E achou bem que o tivesse feito na Residência Oficial do primeiro-ministro?

Eu acho que sim, porque ele está envolvido como primeiro-ministro e, portanto, esperei que viesse dizer isto é falso, isto nunca aconteceu, esta é a minha versão. Mas o que fez foi um ataque à Justiça. É incrível querer passar a ideia de que o Ministério Público estava a atuar para condicionar o investimento estrangeiro em Portugal, quando ele sabe perfeitamente que o que está em causa são pressões a autarcas para mudar, para contornar a lei e a influência sobre ministros para levarem a cabo políticas ilegais, atos ilícitos, isso está na indiciação. António Costa é jurista, ele foi ministro da Justiça, ele não tem a desculpa que outros têm. Ele sabe bem o que é que eu estou a dizer e, portanto, ele não fez muito diferente do que fez Ferro Rodrigues, no caso Casa Pia, e do que fez José Sócrates…

O próprio António Costa também teve uma intervenção no processo Casa Pia…

Portanto, só me dá razão. No último debate que tive com ele na RTP, antes das legislativas, ele atacou-me com várias coisas, é o normal em política. E, no fim, ele teve azar e ficou sem tempo, e  disse-lhe: apesar de ter sido ministro da Justiça, o seu currículo na Justiça não é muito bom. Eu sei que foi ministro, mas está pelo YouTube todo. Basta ir lá e ouvir o que o senhor tentou fazer no processo Casa Pia, perseguindo pessoas, desvalorizando a Justiça, procurando condicionar o Ministério Público, você não tem currículo.
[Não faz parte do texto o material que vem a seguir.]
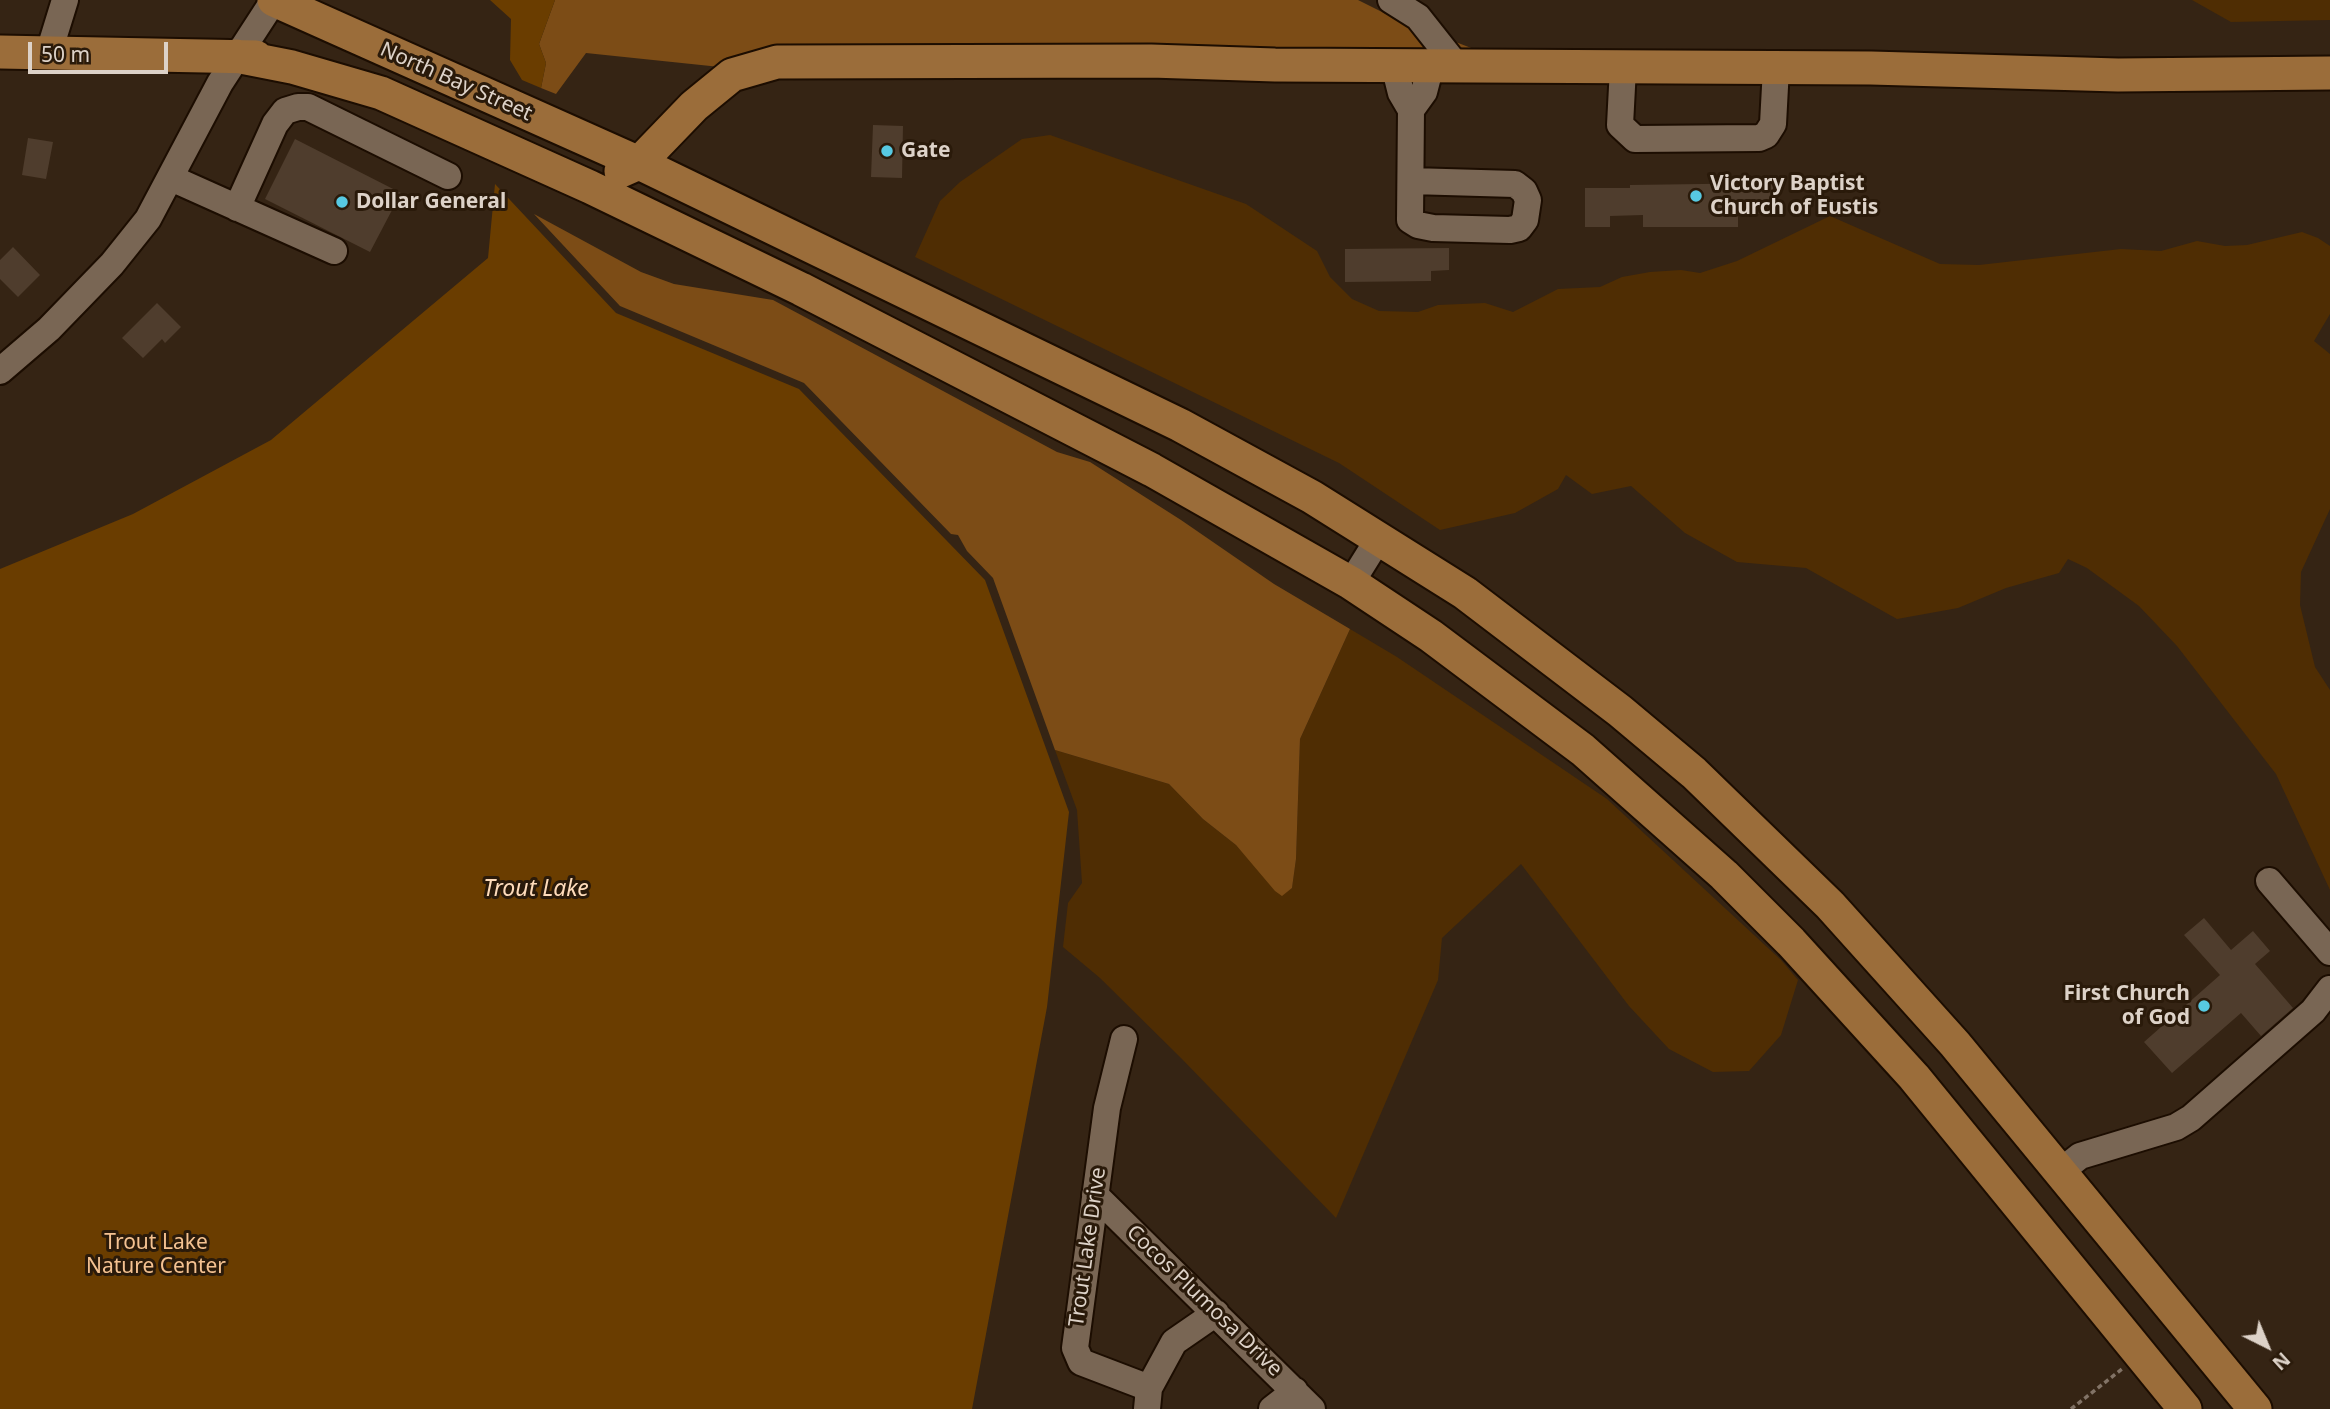 <!DOCTYPE html>
<style>
body{margin:0}
#map{position:relative;width:2330px;height:1409px;overflow:hidden;background:#352414;font-family:"Noto Sans",sans-serif}
canvas{display:block}
.north{position:absolute;left:2232px;top:1311px;width:70px;height:70px;-webkit-text-stroke:5px #2a1a0a;paint-order:stroke;rotate:137deg;font-size:19px;font-weight:700;line-height:28px;text-align:center;color:#ddd2c8}
.north::after{content:'';display:block;margin:auto;width:24px;height:32px;background:#ddd2c8;clip-path:polygon(50% 0,100% 100%,50% 72%,0 100%)}
.scale{position:absolute;left:28px;top:42px;width:140px;height:32px;box-sizing:border-box;border:4px solid #ddd2c8;border-top:0;padding-left:9px;font-size:21px;line-height:24px;white-space:nowrap;color:#ddd2c8;-webkit-text-stroke:5px #2a1a0a;paint-order:stroke}
</style>
<div id="map">
<canvas width="2330" height="1409"></canvas>
<div class="north">N</div>
<div class="scale">50 m</div>
</div>
<script>
const context = document.querySelector('canvas').getContext('2d');
context.lineJoin = 'round';
function fillPath(path, color) { context.fillStyle = color; context.fill(path, 'evenodd'); }
const toPath = rows => new Path2D(rows.map(r => 'M' + r).join(''));
function strokePath(path, color, width, dash) { context.strokeStyle = color; context.lineWidth = width; context.lineCap = dash ? 'butt' : 'round'; context.setLineDash(dash || []); context.stroke(path); }
function drawText(font, color, halo, rows, align = 'center') {
  context.font = font + ' "Noto Sans",sans-serif'; context.lineWidth = 6; context.setLineDash([]); context.textBaseline = 'middle'; context.strokeStyle = halo; context.fillStyle = color; for (const [text, x, y, turn = 0] of rows) {
    context.save(); context.translate(x, y); context.rotate((+turn || 0) * Math.PI / 180); context.textAlign = isNaN(turn) ? turn : align; if (halo) context.strokeText(text, 0, 0); context.fillText(text, 0, 0); context.restore();
  }
}
fillPath(toPath([
 [2192,0,2330,0,2330,20,2231,22],
 [1050,135,1246,204,1317,251,1330,277,1352,299,1379,311,1418,312,1438,305,1485,303,1513,312,1558,289,1600,287,1622,277,1650,272,1681,270,1700,273,1737,261,1830,216,1940,264,1979,265,2121,249,2161,251,2197,241,2225,246,2247,245,2302,232,2318,238,2330,246,2330,314,2314,341,2330,354,2330,509,2301,572,2300,605,2315,667,2330,690,2330,890,2276,774,2177,646,2139,606,2087,568,2068,559,2059,573,2006,588,1958,608,1897,619,1806,568,1737,562,1685,533,1631,486,1592,494,1566,475,1558,489,1515,513,1440,530,1339,463,915,257,940,201,960,182,1022,139],
 [1350,629,1397,657,1607,799,1781,960,1798,980,1781,1035,1749,1071,1713,1072,1669,1049,1629,1006,1521,864,1442,938,1438,980,1336,1218,1181,1058,1100,978,1063,947,1068,903,1082,883,1077,810,1055,750,1169,784,1203,819,1236,845,1282,895,1292,888,1296,859,1300,739]
]), '#4f2d03');
fillPath(toPath([
 [555,0,1358,0,1396,19,1492,56,720,67,586,53,556,94,541,88,546,63,539,44],
 [534,214,641,272,674,284,773,300,1057,452,1090,462,1181,520,1274,584,1350,629,1300,739,1296,859,1292,888,1282,896,1275,891,1236,845,1203,819,1169,784,1055,750,993,578,967,551,958,535,951,534,804,383,620,306]
]), '#7c4c16');
fillPath(toPath([
 [490,0,555,0,539,44,546,63,541,88,522,80,510,60,511,19],
 [495,184,616,313,799,389,985,580,1069,812,1047,1007,972,1409,0,1409,0,569,133,514,271,440,488,258]
]), '#6a3d00');
fillPath(toPath([
 [873,125,903,126,902,178,871,177],
 [28,138,53,142,46,179,22,175],
 [295,139,401,193,370,252,265,199],
 [1773,183,1773,214,1738,214,1738,227,1643,227,1643,215,1610,216,1610,227,1585,227,1585,188,1630,188,1630,185],
 [13,247,40,275,18,297,0,279,0,260],
 [1449,248,1449,270,1431,271,1431,281,1345,282,1345,249],
 [157,303,181,327,165,343,162,339,143,358,122,338],
 [2204,918,2231,950,2253,931,2270,951,2255,964,2293,1008,2261,1036,2241,1013,2172,1073,2144,1042,2220,975,2184,935]
]), '#4f3d2d');
const minor = toPath([
 [1391,0,1418,17,1456,65],
 [49,52,65,0],
 [1394,65,1401,93,1411,110,1424,92,1431,65],
 [1623,68,1620,125,1635,139,1759,138,1766,135,1773,124,1776,68],
 [171,178,334,251],
 [1411,181,1515,184,1524,191,1528,200,1525,220,1519,228,1510,230,1433,228,1418,225,1410,220,1411,110],
 [237,208,275,124,285,111,298,107,308,107,448,176],
 [0,371,49,329,112,264,148,219,220,83,274,0],
 [1351,583,1379,538],
 [2269,881,2330,952],
 [1124,1039,1107,1108,1075,1348,1081,1362,1149,1388],
 [2060,1172,2080,1156,2176,1127,2191,1118,2313,1011,2330,989],
 [1095,1195,1312,1409],
 [1147,1409,1149,1388,1174,1342,1216,1313],
 [1272,1409,1295,1391]
]);
const major = toPath([
 [274,0,639,163,1180,425,1312,497,1465,593,1620,711,1694,773,1830,905,1955,1044,2255,1409],
 [0,52,256,57],
 [236,56,292,67,381,93,590,187,801,289,1152,470,1351,583,1431,636,1583,750,1724,875,1791,942,1914,1077,2185,1409],
 [621,171,639,163,694,106,732,75,777,62,1151,61,1275,65,1871,68,2118,75,2330,73]
]);
strokePath(minor, '#1c0d01', 30);
strokePath(major, '#1c0d01', 37);
strokePath(toPath([
 [2071,1409,2122,1369]
]), '#827366', 3.5, [5, 3.5]);
strokePath(minor, '#796654', 26);
strokePath(major, '#9b6d3a', 33);
for (const [x, y, r, color] of [
 [887,151,7,"#57c9e2"],
 [1696,196,7,"#57c9e2"],
 [342,202,7,"#57c9e2"],
 [2204,1006,7,"#57c9e2"]
]) { const dot = new Path2D(); dot.arc(x, y, r, 0, 2 * Math.PI); context.fillStyle = color; context.fill(dot); strokePath(dot, '#2a1a0a', 2.5); }
drawText('21px', '#ddd2c8', '#2a1a0a', [
 ["North Bay Street",456,82,24],
 ["Trout Lake Drive",1088,1247,-82],
 ["Cocos Plumosa Drive",1204,1301,44]
]);
drawText('bold 21px', '#ddd2c8', '#2a1a0a', [
 ["Gate",901,151],
 ["Victory Baptist",1710,184],
 ["Church of Eustis",1710,208],
 ["Dollar General",356,202],
 ["First Church",2190,994,"right"],
 ["of God",2190,1018,"right"]
], 'left');
drawText('21px', '#f5c291', '#2a1a0a', [
 ["Trout Lake",156,1243],
 ["Nature Center",156,1267]
]);
drawText('italic 23px', '#fedbba', '#2a1a0a', [
 ["Trout Lake",536,889]
]);
</script>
Mas pensei que isso tinha passado, afinal, este António Costa é o mesmo do processo Casa Pia de Lisboa, não perdem estes vícios antigos de ir atrás da Justiça. Nós não vamos fazer disto campanha.

Vão usar isto para campanha?

Não, nós não fazemos política em cima destes casos. Mas vou recordar aos portugueses que há em Portugal um partido que não perde o vício de condicionar a Justiça, o Partido Socialista.

E não vão falar das acusações de corrupção e tráfico de influências?

Repare, nós primeiro vamos conhecer melhor os factos. No processo de justiça, a única coisa que podemos saber é o que é que está em causa. E também já sabemos algumas coisas, que estavam 75.000 € ou 80.000€ em garrafas de vinho e em livros. É uma questão de prestígio das instituições. Nós, como políticos, temos que dizer às pessoas, dar um esclarecimento e a única coisa que eu ouvi foi: peço desculpa pelo dinheiro que estava em caixas de vinho e livros no meu gabinete. Isto não é a forma de fazer política. E, portanto, António Costa prestou um péssimo serviço ao seu país. E eu até tenho pena que ele continue. António Costa já devia ter ido embora e devia ter permitido ser substituído, nestes últimos meses, por outra figura qualquer.